Книга выходит в январе в Издательстве Ивана Лимбаха.

Граде, Хаим.
Нобелевская премия, присужденная Башевису Зингеру, вызвала в среде нью-йоркских евреев, говорящих на идише, острые споры. Происхождение Граде было несравненно лучше, чем у Зингера: в Америке предпочтительнее всего быть родом из Вильно, хуже — из Варшавы, и уж совсем плохо — из Галиции. Но прежде всего, по мнению большинства споривших, он был гораздо лучшим писателем, чем Зингер. Просто его мало переводили на английский, и потому члены Шведской академии не могли ознакомиться с его произведениями. Согласно этому мнению, Зингер прославился нечестным путем. Одержимый навязчивой идеей секса, он создал мир польских евреев, не имеющий ничего общего с действительностью: эротический, фантастический, полный призраков, духов и диббуков, будто такой и была повседневная жизнь еврейских местечек. Настоящим писателем, верным описываемой действительности, был Граде, и Нобелевская премия должна была достаться ему.

Вильно был важным центром еврейской культуры, причем отнюдь не местного значения, а мирового масштаба. Город говорил преимущественно на идише, и был, наряду с Нью-Йорком, главным оплотом литературы на этом языке, что, впрочем, подтверждает число издававшихся там журналов и книг. Дела города шли неплохо до Первой мировой войны, когда он принадлежал России и пользовался своим положением ключевого железнодорожного узла и центра торговли. Все это кончилось, когда Вильно оказался в небольшой Польше, хотя в культурном отношении межвоенный период был временем расцвета. Все-таки кое-что осталось от импульса прошлых лет, особенно 1904–1914. Действовали политические партии, созданные еще в царской России, — на первый план в них выдвигались рабочее дело и социалистическая революционность. Прежде всего Бунд, то есть отдельная еврейская социалистическая партия, которая хотела быть движением говорящих на идише рабочих.
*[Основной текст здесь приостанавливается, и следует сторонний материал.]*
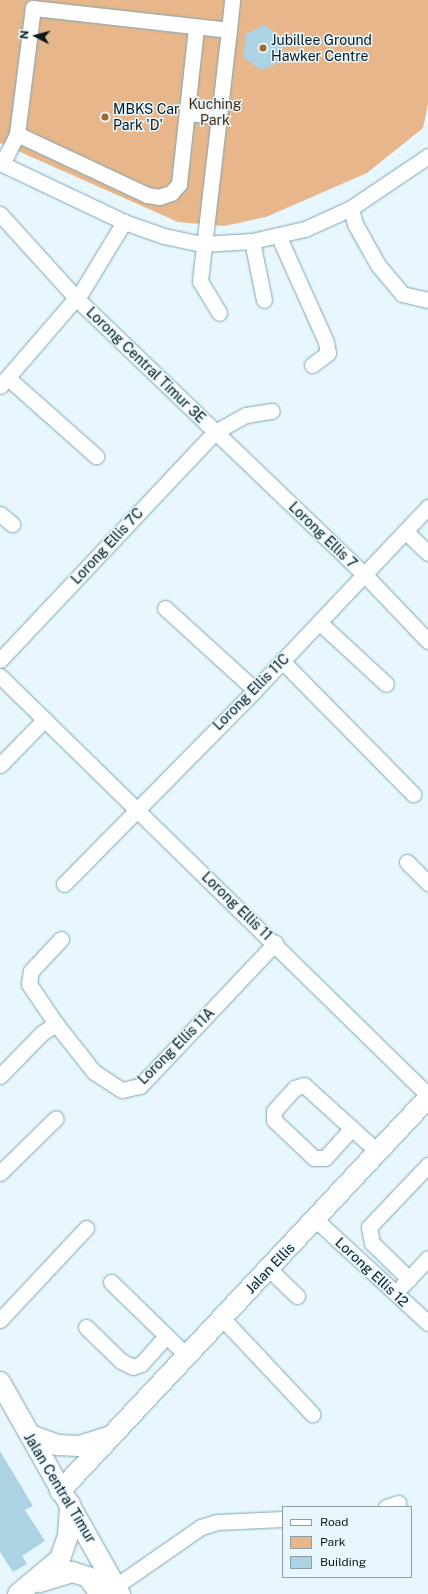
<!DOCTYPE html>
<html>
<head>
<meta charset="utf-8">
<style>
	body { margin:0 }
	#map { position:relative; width:428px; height:1594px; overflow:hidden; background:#e7f7fd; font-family:"Public Sans",sans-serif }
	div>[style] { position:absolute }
	.green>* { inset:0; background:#e7b78b }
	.building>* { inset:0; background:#acd3e3 }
	.roads { filter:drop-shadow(0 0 1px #7fa5b4) drop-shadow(0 0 1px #7fa5b4) }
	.minor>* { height:15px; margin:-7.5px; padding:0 7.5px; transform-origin:7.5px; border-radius:7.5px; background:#fff }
	.major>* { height:20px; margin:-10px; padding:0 10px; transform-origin:10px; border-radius:10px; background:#fff }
	.dots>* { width:11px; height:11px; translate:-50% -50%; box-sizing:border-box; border:2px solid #e7f7fd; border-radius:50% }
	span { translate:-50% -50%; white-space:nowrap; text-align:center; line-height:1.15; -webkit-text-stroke:3px #e7f7fd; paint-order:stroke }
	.poi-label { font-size:14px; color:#0a191e }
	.left { translate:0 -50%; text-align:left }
	.park-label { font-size:14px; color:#4a2c0d }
	.street-label { font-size:14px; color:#0a191e }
	.legend { position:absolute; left:282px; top:1506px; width:130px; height:72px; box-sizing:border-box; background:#e7f7fd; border:1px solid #8f9ea4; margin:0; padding:5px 7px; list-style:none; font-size:12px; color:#0a191e }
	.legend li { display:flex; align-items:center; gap:8px; height:20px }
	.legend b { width:20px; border:1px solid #8f9ea4 }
	.north { position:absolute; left:16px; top:16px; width:40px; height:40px; -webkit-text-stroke:3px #e7f7fd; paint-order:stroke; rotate:276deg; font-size:11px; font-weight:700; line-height:16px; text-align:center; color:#0a191e }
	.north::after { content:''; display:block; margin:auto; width:14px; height:18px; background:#0a191e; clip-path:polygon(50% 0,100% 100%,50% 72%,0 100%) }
</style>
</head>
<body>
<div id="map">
	<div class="green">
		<div style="clip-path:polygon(0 0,428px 0,428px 104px,423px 128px,367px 173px,266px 217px,224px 226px,178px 222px,0 143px)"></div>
	</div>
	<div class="building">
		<div style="clip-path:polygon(265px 25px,284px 39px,281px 62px,261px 70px,243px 57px,246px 34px)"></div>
		<div style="clip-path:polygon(0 1451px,33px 1506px,25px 1510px,45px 1541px,22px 1556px,27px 1564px,13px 1572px,0 1552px)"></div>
	</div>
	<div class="roads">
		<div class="minor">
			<div style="left:229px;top:30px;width:30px;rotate:-84deg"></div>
			<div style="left:187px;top:113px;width:31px;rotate:6deg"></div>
			<div style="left:17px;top:134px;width:144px;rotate:25.1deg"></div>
			<div style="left:147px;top:195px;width:12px;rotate:9deg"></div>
			<div style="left:159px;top:197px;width:13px;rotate:-18deg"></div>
			<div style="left:171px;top:193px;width:12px;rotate:-48deg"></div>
			<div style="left:179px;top:184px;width:158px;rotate:-83.8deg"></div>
			<div style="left:0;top:163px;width:137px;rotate:25.4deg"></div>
			<div style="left:124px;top:222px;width:42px;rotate:19.3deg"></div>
			<div style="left:164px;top:236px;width:39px;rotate:12deg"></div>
			<div style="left:202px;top:244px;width:50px;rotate:-3.4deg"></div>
			<div style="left:252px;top:241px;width:54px;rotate:-12.8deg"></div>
			<div style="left:305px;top:229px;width:51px;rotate:-24.5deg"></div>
			<div style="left:351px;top:208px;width:93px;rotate:-34deg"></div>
			<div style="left:2px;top:164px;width:34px;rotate:-63deg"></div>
			<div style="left:17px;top:134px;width:127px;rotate:-82.8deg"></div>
			<div style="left:33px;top:8px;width:197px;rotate:6.4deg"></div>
			<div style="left:229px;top:30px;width:253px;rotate:96.6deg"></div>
			<div style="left:200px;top:281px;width:37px;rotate:59deg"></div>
			<div style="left:351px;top:208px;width:16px;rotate:76deg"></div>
			<div style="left:355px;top:224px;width:47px;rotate:60.7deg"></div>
			<div style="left:378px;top:265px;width:38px;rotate:50deg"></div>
			<div style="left:402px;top:294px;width:27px;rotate:13deg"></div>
			<div style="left:0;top:214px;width:115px;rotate:47.8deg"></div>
			<div style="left:77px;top:299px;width:396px;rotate:43.8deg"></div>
			<div style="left:363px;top:573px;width:94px;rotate:46.3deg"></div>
			<div style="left:278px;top:235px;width:117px;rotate:65.8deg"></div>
			<div style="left:326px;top:342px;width:11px;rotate:80deg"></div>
			<div style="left:328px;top:353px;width:20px;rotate:143deg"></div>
			<div style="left:252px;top:241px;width:60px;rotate:78.5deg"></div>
			<div style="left:8px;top:378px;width:118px;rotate:41.6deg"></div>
			<div style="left:0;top:386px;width:125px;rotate:-49.2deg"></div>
			<div style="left:82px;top:291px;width:81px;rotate:-58.7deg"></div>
			<div style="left:0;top:514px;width:16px;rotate:40deg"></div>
			<div style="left:405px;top:531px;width:32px;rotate:44deg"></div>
			<div style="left:165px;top:608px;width:122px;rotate:42.3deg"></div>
			<div style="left:319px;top:622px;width:91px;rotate:42.8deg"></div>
			<div style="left:0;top:660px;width:313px;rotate:-46.7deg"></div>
			<div style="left:215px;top:432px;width:35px;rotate:-29deg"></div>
			<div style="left:246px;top:415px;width:26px;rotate:-9deg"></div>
			<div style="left:282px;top:661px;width:187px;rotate:45.4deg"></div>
			<div style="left:0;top:676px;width:599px;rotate:44.39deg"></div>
			<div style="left:0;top:765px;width:64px;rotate:-45.6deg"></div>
			<div style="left:407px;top:862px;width:30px;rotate:45deg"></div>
			<div style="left:64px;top:884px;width:272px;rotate:-45.4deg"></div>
			<div style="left:255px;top:690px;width:252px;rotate:-46.6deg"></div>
			<div style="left:61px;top:939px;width:44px;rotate:133.2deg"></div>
			<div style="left:31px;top:971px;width:13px;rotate:99deg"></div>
			<div style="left:29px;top:984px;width:48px;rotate:56deg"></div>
			<div style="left:56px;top:1024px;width:61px;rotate:51.6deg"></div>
			<div style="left:94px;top:1072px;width:33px;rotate:33deg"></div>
			<div style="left:122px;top:1090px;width:18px;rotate:-13deg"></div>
			<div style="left:140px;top:1086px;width:197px;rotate:-46.6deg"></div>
			<div style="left:0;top:1076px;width:60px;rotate:-45.7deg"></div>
			<div style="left:42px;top:1033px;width:17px;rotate:-33deg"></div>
			<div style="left:352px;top:1128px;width:40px;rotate:132deg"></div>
			<div style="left:325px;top:1158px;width:11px;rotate:180deg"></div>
			<div style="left:314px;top:1158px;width:55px;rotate:-136.5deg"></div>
			<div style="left:274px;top:1120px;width:9px;rotate:-90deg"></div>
			<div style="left:274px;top:1111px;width:31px;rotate:-48deg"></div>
			<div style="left:295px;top:1088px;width:9px;rotate:-18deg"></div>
			<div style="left:304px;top:1085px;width:101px;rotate:42.2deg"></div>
			<div style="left:0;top:1173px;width:78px;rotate:-44.5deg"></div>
			<div style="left:316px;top:1220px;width:152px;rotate:42.6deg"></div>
			<div style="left:269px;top:1269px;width:39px;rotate:44deg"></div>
			<div style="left:409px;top:1279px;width:52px;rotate:-135.8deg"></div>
			<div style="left:372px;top:1243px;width:16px;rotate:-101deg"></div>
			<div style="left:369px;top:1227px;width:86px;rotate:-46.4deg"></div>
			<div style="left:111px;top:1282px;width:105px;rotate:44.2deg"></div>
			<div style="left:402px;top:1286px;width:38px;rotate:-47deg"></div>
			<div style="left:222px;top:1318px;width:132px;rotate:46.8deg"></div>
			<div style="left:0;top:1320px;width:126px;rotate:-46.9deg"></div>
			<div style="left:86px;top:1327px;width:49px;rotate:44.2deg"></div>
			<div style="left:121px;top:1361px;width:13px;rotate:27deg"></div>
			<div style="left:133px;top:1367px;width:9px;rotate:-21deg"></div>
			<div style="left:141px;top:1364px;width:38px;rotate:-48deg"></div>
			<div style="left:386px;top:1507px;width:13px;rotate:-18deg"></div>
			<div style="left:116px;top:1586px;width:103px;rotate:-34.8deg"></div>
			<div style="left:201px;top:1527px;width:17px;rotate:-17deg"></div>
			<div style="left:217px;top:1522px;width:66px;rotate:-2.6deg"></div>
		</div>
		<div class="major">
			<div style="left:0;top:1382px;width:244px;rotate:60.5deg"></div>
			<div style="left:30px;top:1435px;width:30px;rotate:20deg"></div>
			<div style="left:58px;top:1445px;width:21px;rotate:3deg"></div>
			<div style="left:79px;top:1446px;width:34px;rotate:-17deg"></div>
			<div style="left:60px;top:1491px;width:538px;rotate:-46.88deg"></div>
			<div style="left:40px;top:1582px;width:34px;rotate:-17deg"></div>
			<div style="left:72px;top:1572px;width:17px;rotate:17deg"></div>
			<div style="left:88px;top:1577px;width:21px;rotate:55deg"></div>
			<div style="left:18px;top:1594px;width:55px;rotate:-39.8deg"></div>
			<div style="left:60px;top:1559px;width:24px;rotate:-71deg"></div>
			<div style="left:68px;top:1536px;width:32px;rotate:-86deg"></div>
		</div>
	</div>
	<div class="dots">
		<div style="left:263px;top:48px;background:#a26729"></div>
		<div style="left:105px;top:117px;background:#a26729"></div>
	</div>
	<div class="poi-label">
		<span class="left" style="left:271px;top:48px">Jubillee Ground<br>Hawker Centre</span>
		<span class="left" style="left:113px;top:117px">MBKS Car<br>Park 'D'</span>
	</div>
	<div class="park-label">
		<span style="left:215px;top:112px">Kuching<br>Park</span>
	</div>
	<div class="street-label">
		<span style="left:146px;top:365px;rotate:44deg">Lorong Central Timur 3E</span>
		<span style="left:323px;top:535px;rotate:44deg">Lorong Ellis 7</span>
		<span style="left:107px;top:546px;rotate:-47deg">Lorong Ellis 7C</span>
		<span style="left:251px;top:692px;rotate:-45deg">Lorong Ellis 11C</span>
		<span style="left:237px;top:906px;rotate:44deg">Lorong Ellis 11</span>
		<span style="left:176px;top:1046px;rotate:-45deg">Lorong Ellis 11A</span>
		<span style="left:270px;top:1268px;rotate:-46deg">Jalan Ellis</span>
		<span style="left:372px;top:1272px;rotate:43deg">Lorong Ellis 12</span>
		<span style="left:60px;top:1488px;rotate:59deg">Jalan Central Timur</span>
	</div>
	<ul class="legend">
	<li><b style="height:5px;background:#fff"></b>Road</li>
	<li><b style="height:11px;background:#e7b78b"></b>Park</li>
	<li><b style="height:11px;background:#acd3e3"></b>Building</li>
	</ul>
	<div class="north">N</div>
</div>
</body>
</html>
Некое соответствие ППС, которая считалась польской партией, и потому в городе у нее было не слишком много сторонников. Не вполне верно связывать с Бундом создание Еврейского исторического института, однако в намерении спасать культурное наследие городов и местечек, говорящих на идише, можно усмотреть дух Бунда. С Бундом соперничали коммунисты, становившиеся все сильнее и в 1939 году, пожалуй, уже имевшие за собой большинство. В свою очередь, обе эти партии вели бои с сионистами и религиозными ортодоксами.

Этот Вильно ощущал притягательную силу русской культуры, однако был отделен от России советской границей. Но ведь граница проходила недалеко, поэтому существовало очень виленское явление: многие молодые люди, мечтавшие поучаствовать в «строительстве социализма», переходили восточную «зеленую» границу, с энтузиазмом уверяя близких и знакомых, что будут оттуда писать. Ни об одном из них никто уже не услышал. Их отправляли прямиком в лагеря.

Хаим Граде входил в группу молодых поэтов “Jung Wilne”. Помимо Абрама Суцкевера, я помню там фамилию Качергинского. Отношение этой группы к старшему поколению, подобное нашему в «Жагарах», располагало к альянсу. Мы были точно такого же возраста, и их «Молодой Вильно» приходил на наши авторские вечера.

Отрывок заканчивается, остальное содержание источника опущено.